I'm also not sure what you mean about the JSON reference conversation. If you could explain that a bit as well.
But that is exactly what I hate. Now I must arbitrarily give advice to always quote or learn the many ways yaml will bite you.
Lists can either be indented, or reside at the same level as their parent.
People use "$ref" : by convention in json in order to use references.
I did not make an alternate recommendation because their are so many out there. Yes having to learn 20 configuration languages over yaml probably isn't worth it
You mentioned machine readable (preserving comments). I don't see this usage. In fact I don't think I've seen it where the machine writes yaml, only humans.
Do you hate this about PowerShell and Bash as well?
That's because it doesn't work well. References are processed on load/import and that breaks the export, comments are destroyed, the style (quoted or unquoted) is ignored, etc. PyYaml is the only one with debatable support for comment preservation and it has plenty of problems. This is one of the weaknesses of YAML, and why it is a problematic replacement for many setup config files like the package.json.
Thanks for the clarifications, they make sense now.
However, I'm now confused why you would title this "Stop Using YAML" if you still think YAML is better than learning 20 different configuration languages.
Yaml advertising itself as human friendly, then having the same complexity as bash... Bash and powershell don't do that.
It is interesting that you list problems with yaml others are saying it does well... Hmmm...
Maybe another comment has mentioned this, but you might like StrictYAML. It is a subset of YAML designed specifically to weed out all ambiguity. It might even be the solution you want to suggest as an alternative to YAML.
I can understand where you're coming from with Bash and PowerShell. Learning by mistakes was painful and very confusing in Bash, and I honestly think shell languages need a complete redesign. Funny enough is I actually made an experimental shell to address this by having it accept all arguments in the form of YAML to reduce ambiguity.
I love YAML, but I don't want to pretend that it doesn't have serious flaws. Which is why I mention the problems that it has. I really want it to completely replace JSON, but it is going to need improvements before that is realistic.
For me personally, if it is humans writing YAML with syntax highlighting enabled, I think YAML is the gold standard for config files.
Hi i am working on the StackStorm open source project to automate some dev opsy things and the workflows are built in YAML. It is himan readable but brittle. But have been wondering if its the best way to define workflows which may be more dynamic and can be better expressed differnetly, such as ith bitwise operators.
So am interested in alternatives without throwing out the baby wih the bathwater. So curious about strictYAML.
But since a workflow ideally has programmability and graph attributes, what other alts are there?
I don't have vast experience with different alternatives. I think one of the big challenges often faced is you want something readily available in multiple languages.

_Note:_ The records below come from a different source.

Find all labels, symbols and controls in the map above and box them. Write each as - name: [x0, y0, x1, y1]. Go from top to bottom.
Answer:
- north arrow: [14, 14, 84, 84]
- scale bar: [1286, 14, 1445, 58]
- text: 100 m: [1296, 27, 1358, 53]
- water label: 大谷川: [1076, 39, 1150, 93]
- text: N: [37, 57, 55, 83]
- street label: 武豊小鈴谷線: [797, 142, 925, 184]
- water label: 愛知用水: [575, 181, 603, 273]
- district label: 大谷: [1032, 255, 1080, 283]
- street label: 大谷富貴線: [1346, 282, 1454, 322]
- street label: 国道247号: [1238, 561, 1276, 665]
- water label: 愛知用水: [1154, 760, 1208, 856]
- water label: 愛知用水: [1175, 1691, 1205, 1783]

I really like Lua. Not as a programming language, but the lightweight embedded part. They keeped the syntax light, but don't go overboard like yaml.
Agreed, white space sensitivity reminds me of the old school make file. It drives me to crazy. I have to use YAML to JSON online conversation tool every time to verify the correctness. Such a bad idea. And worse, unnecessary flexibility just gives you full of surprises. For example: if you have a key "on", it will surprisingly convert it to true. I have wasted so much time troubleshooting these kinds of weird problems.
Like any language it will have it's idiosyncrasies, my recommendation would be to learn them and internalize them, and then they won't distract you as much, they'll stop being a pain point.
That said, "the right tool for the job" rule suggests that calling out to a shell script might be the right thing for anything more complex and a simple command.
Significant whitespace and ampersands-for-macros doesn't a bad language make.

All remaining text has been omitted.